Segment Start: THE RECORDS
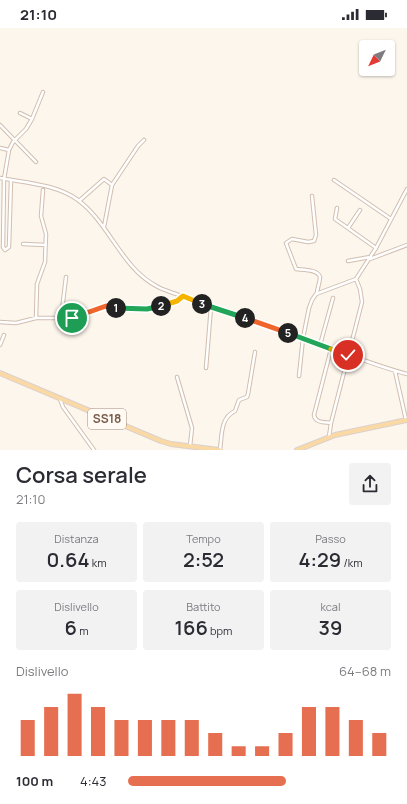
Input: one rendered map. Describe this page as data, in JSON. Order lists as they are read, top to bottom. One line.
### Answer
{"streets":{"main road":["SS18"]},"north":"bottom left","page":{"status":"21:10","pins":["3","2","1","4","5"],"heading":["Corsa serale","21:10"],"stats":[["Distanza","0.64 km"],["Tempo","2:52"],["Passo","4:29 /km"],["Dislivello","6 m"],["Battito","166 bpm"],["kcal","39"]],"chart":["Dislivello","64–68 m"],"list":[{"name":"100 m","note":"4:43"}]}}
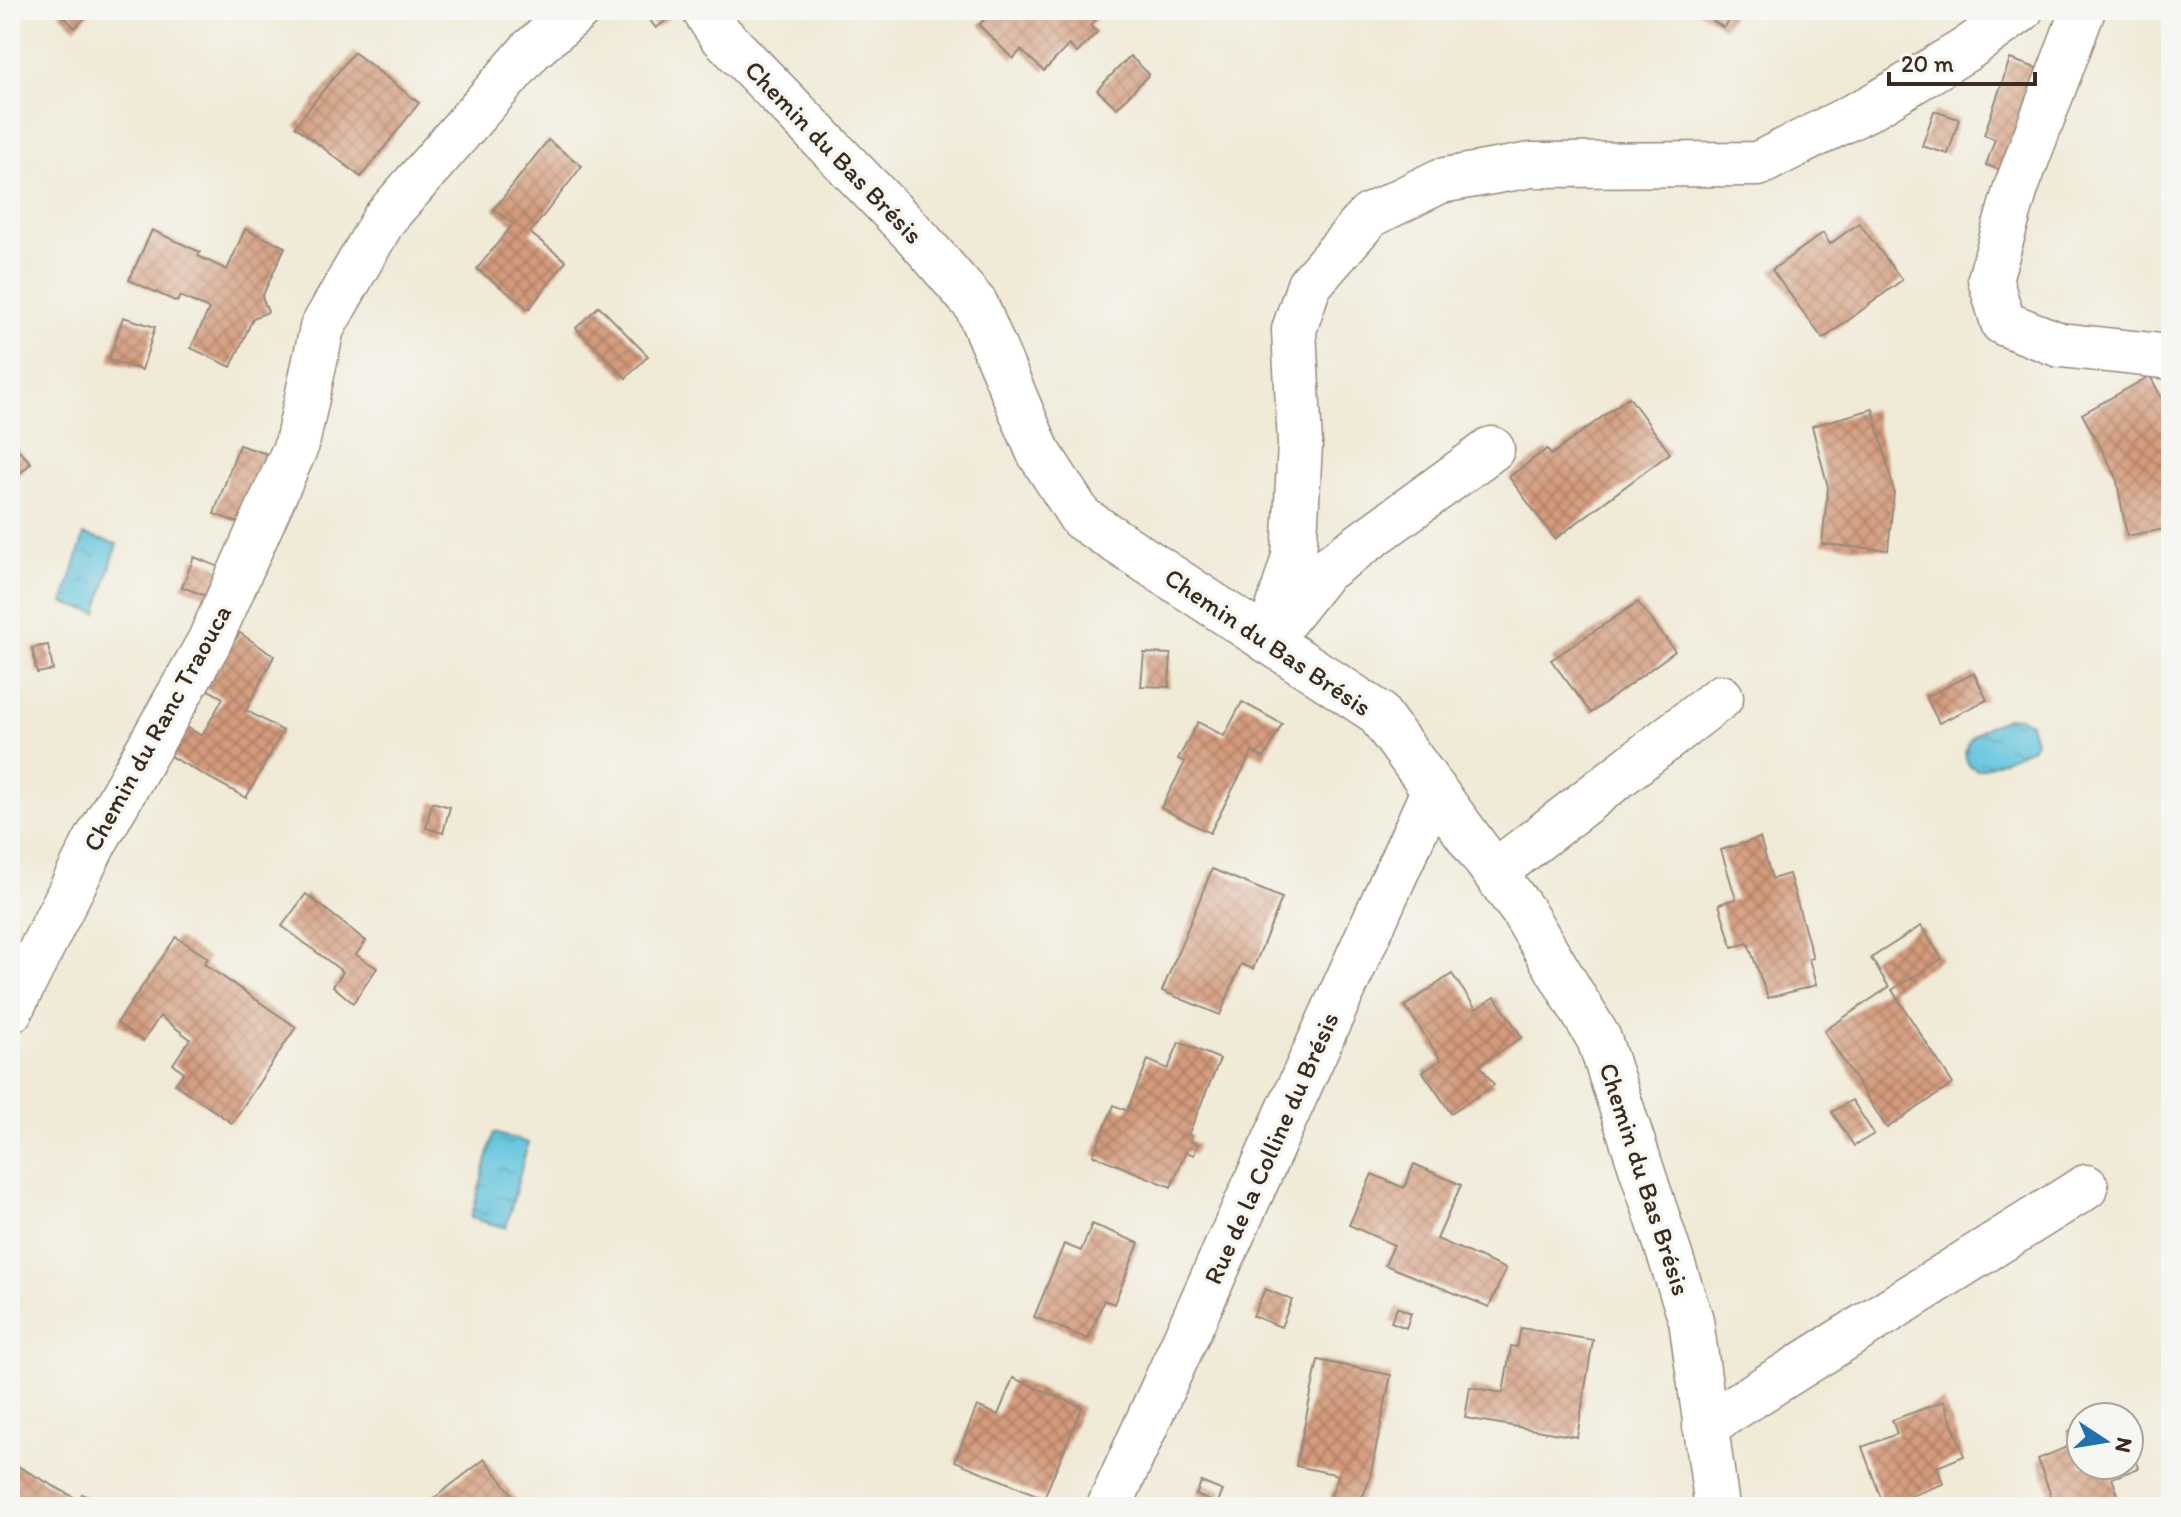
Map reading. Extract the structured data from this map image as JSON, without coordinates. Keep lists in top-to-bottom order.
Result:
{
  "streets": {
    "street": ["Chemin du Bas Brésis", "Chemin du Ranc Traouca", "Rue de la Colline du Brésis"]
  },
  "crossings": [
    ["Chemin du Bas Brésis", "Rue de la Colline du Brésis"]
  ],
  "scale_bar": "20 m",
  "north": "right"
}
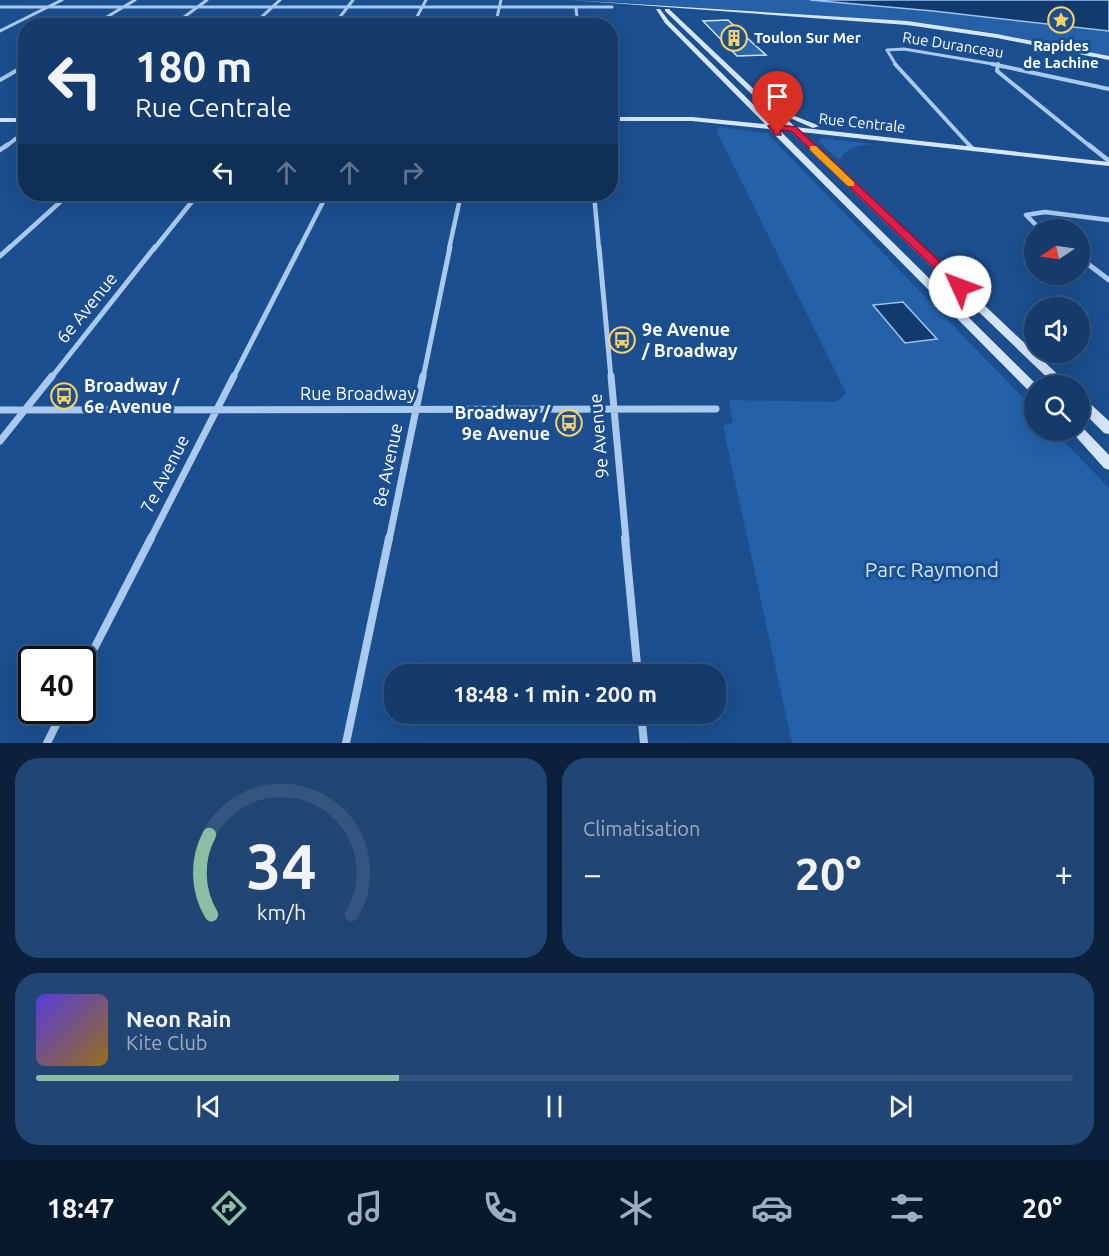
Segment End: THE RECORDS
= WORK REQUEST =
Take the line with "Map reading. Extract" and every line after it through the end of the data, and write only them out exactly, leaving out the pictures.

= SOLVED PROBLEM =
Map reading. Extract the structured data from this map image as JSON, without coordinates. Keep lists in top-to-bottom order.
Result:
{
  "streets": {
    "street": ["Chemin du Bas Brésis", "Chemin du Ranc Traouca", "Rue de la Colline du Brésis"]
  },
  "crossings": [
    ["Chemin du Bas Brésis", "Rue de la Colline du Brésis"]
  ],
  "scale_bar": "20 m",
  "north": "right"
}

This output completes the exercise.